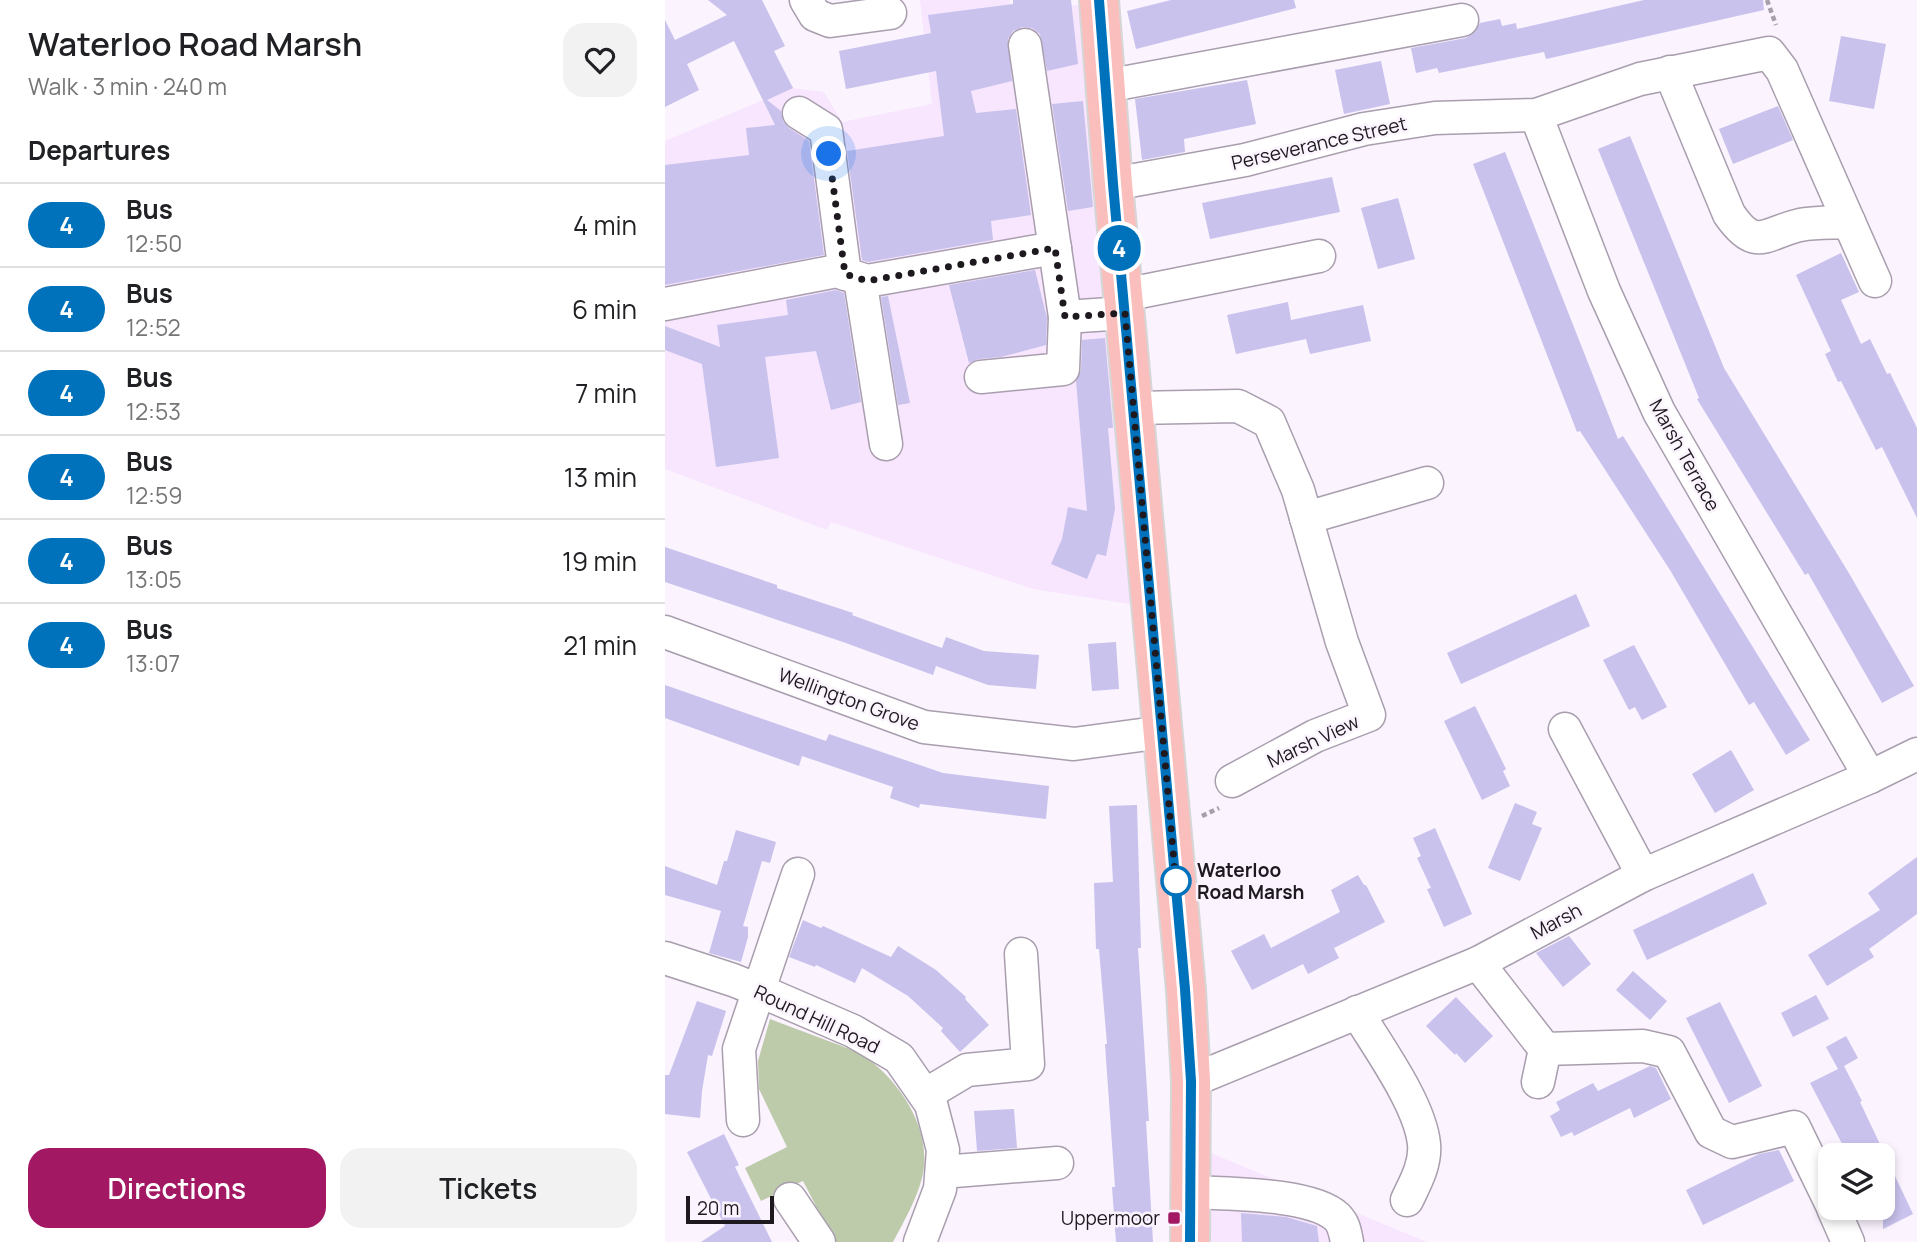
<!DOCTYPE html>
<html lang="en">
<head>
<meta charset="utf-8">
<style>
  :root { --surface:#fff; --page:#f2f2f2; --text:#202124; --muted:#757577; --line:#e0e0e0; --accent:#a21862 }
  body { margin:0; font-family:Manrope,sans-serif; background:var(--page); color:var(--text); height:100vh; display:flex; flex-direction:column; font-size:26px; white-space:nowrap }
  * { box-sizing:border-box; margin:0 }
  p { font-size:23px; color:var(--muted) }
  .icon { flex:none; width:38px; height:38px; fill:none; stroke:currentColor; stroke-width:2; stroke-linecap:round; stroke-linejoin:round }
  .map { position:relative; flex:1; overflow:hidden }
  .details { display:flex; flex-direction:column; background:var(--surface); width:665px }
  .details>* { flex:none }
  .badge { padding:0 14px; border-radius:23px; font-size:24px; line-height:46px }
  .controls { position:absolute; left:1153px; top:1143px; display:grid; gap:14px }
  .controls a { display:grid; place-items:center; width:77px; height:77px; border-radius:14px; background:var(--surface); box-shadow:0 4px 10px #0003; font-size:35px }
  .scale { position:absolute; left:21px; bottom:18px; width:88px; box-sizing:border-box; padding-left:7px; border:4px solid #1d191f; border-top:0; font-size:19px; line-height:24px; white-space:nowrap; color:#1d191f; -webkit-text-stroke:5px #fbf3fe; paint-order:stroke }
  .you { position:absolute; width:35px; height:35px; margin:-18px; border:5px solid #fff; border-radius:50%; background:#1a73e8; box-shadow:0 0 0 10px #1a73e833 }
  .map>.badge { position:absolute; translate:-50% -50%; box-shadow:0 0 0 4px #fff }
  h2 { padding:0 28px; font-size:26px; line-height:63px }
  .round { display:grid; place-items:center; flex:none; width:74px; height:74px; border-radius:21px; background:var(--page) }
  .summary { display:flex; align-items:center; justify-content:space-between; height:119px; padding:0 28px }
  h1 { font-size:33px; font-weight:600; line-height:52px }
  .action { display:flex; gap:14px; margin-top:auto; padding:14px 28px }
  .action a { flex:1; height:80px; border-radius:21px; background:var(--accent); color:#fff; font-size:28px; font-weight:600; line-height:80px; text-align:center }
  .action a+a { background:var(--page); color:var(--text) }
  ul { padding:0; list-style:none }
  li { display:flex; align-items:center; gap:21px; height:84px; padding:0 28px; border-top:2px solid var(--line) }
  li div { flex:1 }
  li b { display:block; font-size:26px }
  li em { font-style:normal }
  li .badge { min-width:77px; font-weight:700; text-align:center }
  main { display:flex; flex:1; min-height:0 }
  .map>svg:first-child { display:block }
  .built { fill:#f7e6fe }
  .green { fill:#becbaa }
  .building { fill:#c8c2ed }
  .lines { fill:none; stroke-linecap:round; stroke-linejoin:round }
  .minor-casing { stroke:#a99eae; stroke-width:35 }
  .major-casing { stroke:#d6d6d7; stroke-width:42 }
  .path { stroke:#a6a0a9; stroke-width:4.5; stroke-dasharray:5 3.5; stroke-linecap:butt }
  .minor { stroke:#fff; stroke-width:32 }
  .major { stroke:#fabebc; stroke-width:38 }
  .line-casing { stroke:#fff; stroke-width:16 }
  .line { stroke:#0072bc; stroke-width:10 }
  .walk { stroke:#1d191f; stroke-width:7; stroke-dasharray:0 12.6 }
  .stop-dot { fill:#fff; stroke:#0072bc; stroke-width:3.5 }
  .poi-dot { fill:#a21862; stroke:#fbf3fe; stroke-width:2.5 }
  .labels { text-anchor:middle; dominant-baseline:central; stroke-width:5; stroke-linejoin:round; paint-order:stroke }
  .street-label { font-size:19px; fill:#1d191f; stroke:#fbf3fe }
  .stop-label { font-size:19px; font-weight:bold; fill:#1d191f; stroke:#fbf3fe; text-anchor:start }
  .poi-label { font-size:19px; fill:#1d191f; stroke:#fbf3fe; text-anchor:end }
</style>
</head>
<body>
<main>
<section class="details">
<div class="summary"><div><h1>Waterloo Road Marsh</h1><p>Walk · 3 min · 240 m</p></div><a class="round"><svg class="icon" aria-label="heart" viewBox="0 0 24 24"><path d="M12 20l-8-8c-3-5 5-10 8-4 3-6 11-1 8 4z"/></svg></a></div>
<h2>Departures</h2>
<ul>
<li><span class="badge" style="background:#0072bc;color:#fff">4</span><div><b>Bus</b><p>12:50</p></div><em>4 min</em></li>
<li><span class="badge" style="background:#0072bc;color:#fff">4</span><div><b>Bus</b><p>12:52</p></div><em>6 min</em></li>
<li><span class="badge" style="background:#0072bc;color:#fff">4</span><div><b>Bus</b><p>12:53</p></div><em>7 min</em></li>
<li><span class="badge" style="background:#0072bc;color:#fff">4</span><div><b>Bus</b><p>12:59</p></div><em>13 min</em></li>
<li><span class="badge" style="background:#0072bc;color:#fff">4</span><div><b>Bus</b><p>13:05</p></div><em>19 min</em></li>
<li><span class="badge" style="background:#0072bc;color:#fff">4</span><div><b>Bus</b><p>13:07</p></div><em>21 min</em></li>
</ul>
<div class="action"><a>Directions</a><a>Tickets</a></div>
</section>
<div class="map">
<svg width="1252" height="1242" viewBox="0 0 1252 1242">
  <rect width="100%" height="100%" fill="#fbf3fe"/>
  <g class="built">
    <path d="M255,0h89l2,11 88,-8 51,604 -117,-18 -202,-67 -4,8 -162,-61v-328l127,-53 32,4 18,30 90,-18z"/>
    <path d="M527,1143l28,14 207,85h-237z"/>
  </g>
  <path class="green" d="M105,1019c20,8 41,15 61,23 10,4 21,7 30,12 38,25 73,76 61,124 -6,23 -18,43 -29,64h-57l-4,-5 -29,-56 -42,20 -16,-33 42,-21 -28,-58 -1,-28z"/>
  <g class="building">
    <path d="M43,0h54l23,46 -11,5 19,37 -26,12 14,11 2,10 6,7 20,13 15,114 -159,30v-120l84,-10 -3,-27 29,-3 -41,-84 -47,23 12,26 -34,17v-87l10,20 52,-25z"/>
    <path d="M348,0h58l7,64 -31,7 -7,-37 -8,-6 -10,-1 -9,4 -5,8 4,42 -41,10 5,22 40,-4 15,106 -40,6 2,19 -125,22 -6,-2 -15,-109 97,-15 -8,-65 -90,18 -7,-38 92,-18 -3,-18 85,-11z"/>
    <path d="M506,0h123l2,8 -160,41 -9,-38z"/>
    <path d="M979,0h119l1,10 -218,49 -2,-7 -105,21 -2,-5 -21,5 -5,-25 55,-10 8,-5 6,-10 20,-4 2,7 14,-3 1,6z"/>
    <path d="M1176,36l45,8 -12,65 -45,-8z"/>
    <path d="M716,61l9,43 -46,10 -9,-44z"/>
    <path d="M582,80l9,44 -72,15 1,13 -43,8 -7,-61z"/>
    <path d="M418,101l10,106 -25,4 -16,-107z"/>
    <path d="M1113,106l15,34 -60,24 -14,-35z"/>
    <path d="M965,136l94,232 126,207 64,111 -32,17 -74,-130 -3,2 -108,-176 2,-1 -101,-249z"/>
    <path d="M840,152l113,287 5,-3 187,304 -24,15 -32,-53 -5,3 -79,-135 -90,-139 -3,1 -104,-268z"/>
    <path d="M667,177l8,35 -130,27 -8,-36z"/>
    <path d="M733,198l17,61 -37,10 -17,-61z"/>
    <path d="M1176,253l18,39 -18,8 20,44 9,-5 17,35 3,-1 27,55v90l-35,-71 -6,3 -35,-69 -3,1 -13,-28 6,-3 -35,-76z"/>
    <path d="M370,270l12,48 -1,27 -45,12 -22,2 -10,4 -20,-78z"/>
    <path d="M171,290l8,3 17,109 -30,8 -15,-59 -51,6 14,101 -63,9 -14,-103 -37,-14v-24l55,21 -3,-22 71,-10 -2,-15z"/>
    <path d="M223,296l22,107 -12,2 -17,-108z"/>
    <path d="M623,302l3,18 72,-15 8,36 -61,13 -4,-15 -70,15 -9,-39z"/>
    <path d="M440,338l8,90h-5l7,81 -9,47 -9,-2 -10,25 -36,-15 11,-25 6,-32 19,4 -11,-130 5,-11 1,-30z"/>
    <path d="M0,547l112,38v3l76,25 -1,2 90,33 4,-11 38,14 55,4 -3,34 -48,-4 -52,-19 -3,9 -90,-33 -178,-60z"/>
    <path d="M911,594l14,32 -129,58 -14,-31z"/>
    <path d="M451,642l3,47 -27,2 -4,-47z"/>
    <path d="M969,645l33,62 -25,13 -7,-13 -6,3 -26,-50z"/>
    <path d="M0,685l161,56 3,-7 114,39 106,13 -3,33 -126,-15 -1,4 -29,-10 3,-11 -91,-31 -3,10 -134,-48z"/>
    <path d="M810,706l31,63 -3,2 7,15 -28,14 -38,-79z"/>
    <path d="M1066,750l23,40 -39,23 -23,-39z"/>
    <path d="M850,803l22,9 -5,12 10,4 -22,53 -32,-13z"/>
    <path d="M472,805l4,143h-3l11,173h-3l7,121h-37l-4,-55h3l-10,-143h2l-8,-95h-3l-2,-66 19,-1 -4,-76z"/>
    <path d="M770,828l37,86 -28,13 -17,-38 4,-1 -14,-30 4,-2 -8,-18z"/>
    <path d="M71,830l40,12 -6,21 -8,-2 -10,34 -9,31 5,1v10l-7,25 -32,-9 12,-42 -56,-16v-29l52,19 7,-24h3z"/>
    <path d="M1252,857v57l-48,35 5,8 -47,29 -19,-31 72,-45 -12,-17z"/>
    <path d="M1088,873l14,31 -120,56 -14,-30z"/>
    <path d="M693,875l6,10h2l19,37 -51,26 5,10 -31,16 -5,-10 -51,26 -21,-39 33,-17 7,14 69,-36 -9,-22z"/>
    <path d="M138,920l18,8 2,-2 68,31 7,-11 38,24 30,27 -1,2 24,26 -29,27 -19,-21 2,-3 -35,-32 -46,-28 -7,15 -39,-18 -1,2 -26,-10z"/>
    <path d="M904,936l22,28 -28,23 -27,-34z"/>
    <path d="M968,971l34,30 -17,19 -34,-30z"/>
    <path d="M1151,995l13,24 -36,18 -12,-24z"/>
    <path d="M791,997l37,39 -28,27 -9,-10 -1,2 -29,-29z"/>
    <path d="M32,1001l29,10 -14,45 -4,-1 -6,36 -2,27 -35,-4v-39h4z"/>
    <path d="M1055,1002l42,84 -33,17 -43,-85z"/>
    <path d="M1181,1036l12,22 -14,8 18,35 -2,1 53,112 -30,15v-74h-35l-38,-72 28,-14 -12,-22z"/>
    <path d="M985,1066l6,2 15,31 -37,19 -4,-10 -56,28 -2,-4 -11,5 -11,-21 10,-6 -4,-8 37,-19 5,8z"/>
    <path d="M349,1109l3,39 -40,3 -3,-40z"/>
    <path d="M59,1134l15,31 -4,2 37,75h-71l24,-16 -38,-74z"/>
    <path d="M1114,1150l15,31 -91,44 -17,-35 73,-36z"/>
    <path d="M576,1213l45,4 31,9 2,16h-77z"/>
  </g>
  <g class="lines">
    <g class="minor-casing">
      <g id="minor">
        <path d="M141,0l9,15 15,6 60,-8"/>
        <path d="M360,45l40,272 60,-4"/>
        <path d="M1005,72l59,142c27,39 36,19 71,11 15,-3 34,-2 49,-3"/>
        <path d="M441,86l356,-66"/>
        <path d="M134,113l27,17 19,144"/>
        <path d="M871,115l68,176 55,121 211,365"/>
        <path d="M448,184l132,-24 119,-31 71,-11 101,-3 104,-36 129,-26 13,17 93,211"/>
        <path d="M195,279l26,165"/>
        <path d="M459,295l195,-39"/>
        <path d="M0,304l172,-33 30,10 188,-33"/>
        <path d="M316,377l82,-8 2,-52"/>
        <path d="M469,408l104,-2 31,16 29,68 44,152 27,73 -54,21 -83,45"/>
        <path d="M641,518l121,-35"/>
        <path d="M0,632l259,95 150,17 89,-12"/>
        <path d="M900,729l78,146"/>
        <path d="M0,958l68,22 25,10 95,41 46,27 32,46 12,46 -3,39 -20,53"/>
        <path d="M813,963l67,86 98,-3 26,6 42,80 21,10 62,-15 37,76"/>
        <path d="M692,1012c21,35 63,92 67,132 2,20 -9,39 -17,56"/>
        <path d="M526,1081l287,-118 165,-88 227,-98 47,-23"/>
        <path d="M873,1082l7,-33"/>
        <path d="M260,1095l42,-25 61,-6 -7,-110"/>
        <path d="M78,1120l-4,-71 59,-175"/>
        <path d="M277,1172l115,-9"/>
        <path d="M526,1192c35,2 121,1 146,25 7,7 8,15 10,25"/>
        <path d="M125,1199l29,43"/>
        <path d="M1168,1208l15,34"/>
      </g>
    </g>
    <g class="major-casing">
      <path id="major" d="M434,0l14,184 73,806 5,91 -1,161"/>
    </g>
    <g class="path">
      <path d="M1102,0l9,25"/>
      <path d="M537,816l17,-8"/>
    </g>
    <use href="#minor" class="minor"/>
    <use href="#major" class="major"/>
  </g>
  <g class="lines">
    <g class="line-casing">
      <path id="line" d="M434,0l14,184 72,805 6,92 -1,161"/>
    </g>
    <use href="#line" class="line"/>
    <path class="walk" d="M164,154l16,120 22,7 188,-33 10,69 60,-4 51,571v-3"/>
  </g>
  <circle class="stop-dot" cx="511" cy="881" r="14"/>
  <rect class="poi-dot" x="502" y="1211" width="14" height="14" rx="3.5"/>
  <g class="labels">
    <g class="street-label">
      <text transform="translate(654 143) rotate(-13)">Perseverance Street</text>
      <text transform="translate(1020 455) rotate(61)">Marsh Terrace</text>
      <text transform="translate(184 699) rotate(20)">Wellington Grove</text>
      <text transform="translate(648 741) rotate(-25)">Marsh View</text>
      <text transform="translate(891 921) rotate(-28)">Marsh</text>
      <text transform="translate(152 1019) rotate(25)">Round Hill Road</text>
    </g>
    <g class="stop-label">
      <text x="532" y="870">Waterloo<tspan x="532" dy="22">Road Marsh</tspan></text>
    </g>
    <g class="poi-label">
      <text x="495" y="1218">Uppermoor</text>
    </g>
  </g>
</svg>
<div class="controls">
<a><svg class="icon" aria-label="layers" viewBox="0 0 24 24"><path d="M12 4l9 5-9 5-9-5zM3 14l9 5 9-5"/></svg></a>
</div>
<div class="scale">20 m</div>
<div class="you" style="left:164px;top:154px"></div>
<b class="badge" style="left:454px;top:248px;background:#0072bc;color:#fff">4</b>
</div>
</main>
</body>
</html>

=== Exercise goal ===
Everything above from the line containing "flex:none; width:38px; height:38px;" down to the line containing "display:grid; place-items:center; width:77px;" is to be transcribed exactly, with both of those lines included and nothing else added.

=== Written solution ===
  .icon { flex:none; width:38px; height:38px; fill:none; stroke:currentColor; stroke-width:2; stroke-linecap:round; stroke-linejoin:round }
  .map { position:relative; flex:1; overflow:hidden }
  .details { display:flex; flex-direction:column; background:var(--surface); width:665px }
  .details>* { flex:none }
  .badge { padding:0 14px; border-radius:23px; font-size:24px; line-height:46px }
  .controls { position:absolute; left:1153px; top:1143px; display:grid; gap:14px }
  .controls a { display:grid; place-items:center; width:77px; height:77px; border-radius:14px; background:var(--surface); box-shadow:0 4px 10px #0003; font-size:35px }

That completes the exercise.